May 15, 2015
Hakuji focuses on the dark and desperate love of Akiharu, a genius painter, and Seika, a high school girl who becomes a model for Akiharu’s works. While the beginning of Hakuji seems light and fluffy, there’s definitely a dark undertone quietly taking its place in the story within the very first chapter. Though a shoujo, the manga is also psychological, and honestly, most readers will not be able to zoom through this manga and completely understand everything that is going on. You have to read every word, and even then, you’d have to read in between the lines to empathize with the characters’ emotions.
The English translations were done very well, but I knew that if I could read the manga in its original language format, it’d leave an even bigger impact.
The manga focuses on the aspect of “I want to touch you, but I don’t want to taint you.” The subject of “tainting” has plenty of times been mentioned in romances, but most of the time, it involves the guy being with so many girls that he doesn’t want to taint the pure, virgin heroine (aka, he might be carrying a STD).
But Hakuji approached the subject on a different angle—a psychological angle. And it works.
Of course, in a manga about painting, I expected the emotions and atmosphere to be displayed well. And I wasn’t disappointed. What really shines are the facial expressions. You can tell when someone is frightened, desperate, aching, and just plain crazy. And the black and white schemes to show something “pure” and something “tainted” were wonderfully done.
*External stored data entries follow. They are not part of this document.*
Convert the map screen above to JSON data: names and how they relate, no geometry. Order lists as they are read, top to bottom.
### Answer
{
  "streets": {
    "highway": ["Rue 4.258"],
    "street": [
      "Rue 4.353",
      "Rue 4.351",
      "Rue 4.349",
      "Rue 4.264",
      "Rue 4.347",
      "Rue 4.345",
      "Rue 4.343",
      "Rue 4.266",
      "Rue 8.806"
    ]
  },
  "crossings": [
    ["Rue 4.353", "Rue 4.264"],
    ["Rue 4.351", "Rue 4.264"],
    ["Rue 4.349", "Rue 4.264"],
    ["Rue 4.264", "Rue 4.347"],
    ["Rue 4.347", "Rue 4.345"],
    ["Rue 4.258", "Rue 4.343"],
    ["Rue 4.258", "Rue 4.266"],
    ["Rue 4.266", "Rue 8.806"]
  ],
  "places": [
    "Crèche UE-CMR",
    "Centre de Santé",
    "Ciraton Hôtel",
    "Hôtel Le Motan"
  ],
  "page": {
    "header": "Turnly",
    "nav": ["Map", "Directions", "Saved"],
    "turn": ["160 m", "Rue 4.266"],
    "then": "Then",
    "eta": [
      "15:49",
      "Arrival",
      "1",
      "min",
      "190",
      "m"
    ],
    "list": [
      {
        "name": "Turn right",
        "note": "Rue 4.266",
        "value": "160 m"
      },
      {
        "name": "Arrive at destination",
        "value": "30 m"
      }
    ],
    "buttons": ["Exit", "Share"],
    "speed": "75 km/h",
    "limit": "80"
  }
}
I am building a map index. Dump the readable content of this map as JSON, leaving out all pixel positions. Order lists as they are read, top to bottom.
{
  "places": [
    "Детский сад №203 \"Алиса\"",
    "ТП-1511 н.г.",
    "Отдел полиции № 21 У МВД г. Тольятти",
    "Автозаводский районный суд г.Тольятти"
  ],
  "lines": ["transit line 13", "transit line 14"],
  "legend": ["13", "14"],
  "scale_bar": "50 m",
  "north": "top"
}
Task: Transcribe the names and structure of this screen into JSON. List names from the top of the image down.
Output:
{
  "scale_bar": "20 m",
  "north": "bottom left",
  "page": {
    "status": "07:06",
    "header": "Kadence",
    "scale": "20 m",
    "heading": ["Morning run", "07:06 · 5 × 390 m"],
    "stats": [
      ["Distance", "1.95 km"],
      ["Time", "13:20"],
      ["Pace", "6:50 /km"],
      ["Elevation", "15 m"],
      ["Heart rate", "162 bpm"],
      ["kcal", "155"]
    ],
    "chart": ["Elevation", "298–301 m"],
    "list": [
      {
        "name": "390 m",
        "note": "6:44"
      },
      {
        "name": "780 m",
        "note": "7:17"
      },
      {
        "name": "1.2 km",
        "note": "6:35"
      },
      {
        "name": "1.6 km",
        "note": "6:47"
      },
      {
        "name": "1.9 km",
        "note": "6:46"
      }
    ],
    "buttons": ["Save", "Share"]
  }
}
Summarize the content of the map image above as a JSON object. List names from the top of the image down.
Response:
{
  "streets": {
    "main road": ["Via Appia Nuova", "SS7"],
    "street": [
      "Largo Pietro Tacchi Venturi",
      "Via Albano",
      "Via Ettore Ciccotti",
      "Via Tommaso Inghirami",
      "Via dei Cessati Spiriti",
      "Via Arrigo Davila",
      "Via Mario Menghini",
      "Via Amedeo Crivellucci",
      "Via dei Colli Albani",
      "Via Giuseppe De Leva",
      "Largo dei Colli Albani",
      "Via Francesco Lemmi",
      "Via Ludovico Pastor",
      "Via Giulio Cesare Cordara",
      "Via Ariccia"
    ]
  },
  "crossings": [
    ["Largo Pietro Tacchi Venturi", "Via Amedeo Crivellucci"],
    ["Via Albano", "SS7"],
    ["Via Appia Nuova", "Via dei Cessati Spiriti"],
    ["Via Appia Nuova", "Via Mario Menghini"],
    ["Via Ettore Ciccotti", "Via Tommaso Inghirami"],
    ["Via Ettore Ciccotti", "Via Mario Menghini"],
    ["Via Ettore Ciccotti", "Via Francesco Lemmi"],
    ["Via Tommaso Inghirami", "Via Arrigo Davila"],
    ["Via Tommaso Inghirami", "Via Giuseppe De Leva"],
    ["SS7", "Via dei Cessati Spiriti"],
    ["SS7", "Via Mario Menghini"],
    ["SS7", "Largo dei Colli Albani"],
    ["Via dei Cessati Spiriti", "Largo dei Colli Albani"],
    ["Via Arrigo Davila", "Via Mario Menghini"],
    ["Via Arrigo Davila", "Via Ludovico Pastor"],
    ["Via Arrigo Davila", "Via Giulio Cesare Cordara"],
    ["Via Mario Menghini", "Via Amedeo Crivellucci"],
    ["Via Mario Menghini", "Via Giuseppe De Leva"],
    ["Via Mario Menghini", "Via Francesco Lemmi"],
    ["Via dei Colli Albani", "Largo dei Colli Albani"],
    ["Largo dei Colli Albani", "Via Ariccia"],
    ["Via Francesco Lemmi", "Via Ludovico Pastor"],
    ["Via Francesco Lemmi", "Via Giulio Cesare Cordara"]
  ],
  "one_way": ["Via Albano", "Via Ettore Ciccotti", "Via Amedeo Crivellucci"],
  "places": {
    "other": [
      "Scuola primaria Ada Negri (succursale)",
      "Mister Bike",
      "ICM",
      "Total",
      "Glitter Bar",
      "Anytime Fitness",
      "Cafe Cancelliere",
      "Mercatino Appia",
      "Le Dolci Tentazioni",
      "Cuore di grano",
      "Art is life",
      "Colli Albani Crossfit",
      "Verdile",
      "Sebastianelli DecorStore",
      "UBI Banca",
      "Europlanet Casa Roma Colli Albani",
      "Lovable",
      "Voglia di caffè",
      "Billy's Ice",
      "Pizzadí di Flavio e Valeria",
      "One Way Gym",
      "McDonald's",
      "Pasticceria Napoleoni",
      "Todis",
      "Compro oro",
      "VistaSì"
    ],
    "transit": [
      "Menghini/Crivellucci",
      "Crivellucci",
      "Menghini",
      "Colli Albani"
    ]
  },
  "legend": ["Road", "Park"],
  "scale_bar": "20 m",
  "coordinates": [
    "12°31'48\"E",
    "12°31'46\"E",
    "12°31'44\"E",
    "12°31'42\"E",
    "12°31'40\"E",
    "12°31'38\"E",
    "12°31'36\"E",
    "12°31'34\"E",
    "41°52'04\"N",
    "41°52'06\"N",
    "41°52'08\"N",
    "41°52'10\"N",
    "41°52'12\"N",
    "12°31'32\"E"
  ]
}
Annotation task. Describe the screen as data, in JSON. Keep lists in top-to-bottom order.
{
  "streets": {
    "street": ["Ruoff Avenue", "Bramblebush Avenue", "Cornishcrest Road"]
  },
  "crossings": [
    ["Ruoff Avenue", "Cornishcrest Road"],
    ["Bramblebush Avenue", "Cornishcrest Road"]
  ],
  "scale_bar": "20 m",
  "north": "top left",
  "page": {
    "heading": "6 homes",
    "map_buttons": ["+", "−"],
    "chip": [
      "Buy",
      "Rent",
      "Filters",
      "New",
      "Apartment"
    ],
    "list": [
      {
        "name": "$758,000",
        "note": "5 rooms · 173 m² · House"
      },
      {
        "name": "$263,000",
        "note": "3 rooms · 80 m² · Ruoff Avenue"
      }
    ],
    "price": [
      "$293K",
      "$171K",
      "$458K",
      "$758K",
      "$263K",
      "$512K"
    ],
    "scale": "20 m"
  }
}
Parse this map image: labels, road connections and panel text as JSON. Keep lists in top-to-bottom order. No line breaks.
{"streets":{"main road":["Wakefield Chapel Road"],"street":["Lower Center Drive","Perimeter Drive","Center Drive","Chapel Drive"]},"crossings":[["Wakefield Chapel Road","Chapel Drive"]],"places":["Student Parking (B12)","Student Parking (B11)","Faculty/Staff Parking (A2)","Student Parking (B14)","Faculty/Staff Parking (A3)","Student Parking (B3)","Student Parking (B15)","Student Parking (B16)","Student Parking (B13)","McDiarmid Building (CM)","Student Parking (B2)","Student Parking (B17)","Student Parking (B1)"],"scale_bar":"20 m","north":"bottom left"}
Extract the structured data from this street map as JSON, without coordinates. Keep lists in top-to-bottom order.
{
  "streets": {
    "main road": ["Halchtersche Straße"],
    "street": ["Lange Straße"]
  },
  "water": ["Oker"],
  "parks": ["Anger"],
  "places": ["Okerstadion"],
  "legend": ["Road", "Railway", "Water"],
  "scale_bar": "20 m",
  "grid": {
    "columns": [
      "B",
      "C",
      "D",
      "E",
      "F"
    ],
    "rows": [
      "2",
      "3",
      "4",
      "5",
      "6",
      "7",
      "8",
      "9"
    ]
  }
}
Mix the two colors and you’re left with one of Akiharu’s paintings of a tainted Seika—a dangerously beautiful artwork.
Seika isn’t really a unique character. She’s really just a typical shoujo heroine. She’s kind, she’s forgiving, and she’s selfless. But at one point, she becomes more humane (what I call humane, others will probably call a mental breakdown) and I found that I enjoyed reading about that lapse of emotion she experienced, even if it wasn’t exactly healthy for her.
Opposite to her is Akiharu, a man who stopped aging at fifteen years old. Because of his genius painting skills, he was sheltered from the rest of the world by his mother, as she didn’t want the world to taint her son’s talent. But because of that sheltered and isolated life, he begins to experience new things at extreme levels from his interactions with Seika. And this is where the story stems from: Ahikaru’s first emotional experiences.
(In replacement of Enjoyment…) Romance: 9
This is just from what I’ve interpreted it, but rather than calling their relationship with each other at the beginning as love, it’s more believable to label it as fascination or even lust. Really, the romance between the two is sort of superficial at the beginning. While Seika experiences this case of insta-love syndrome, Akiharu—though he voices that he doesn’t—sees Seika as an object to taint. To quote from the manga, “it’s like when you trample on new snow…or paint a canvas black”.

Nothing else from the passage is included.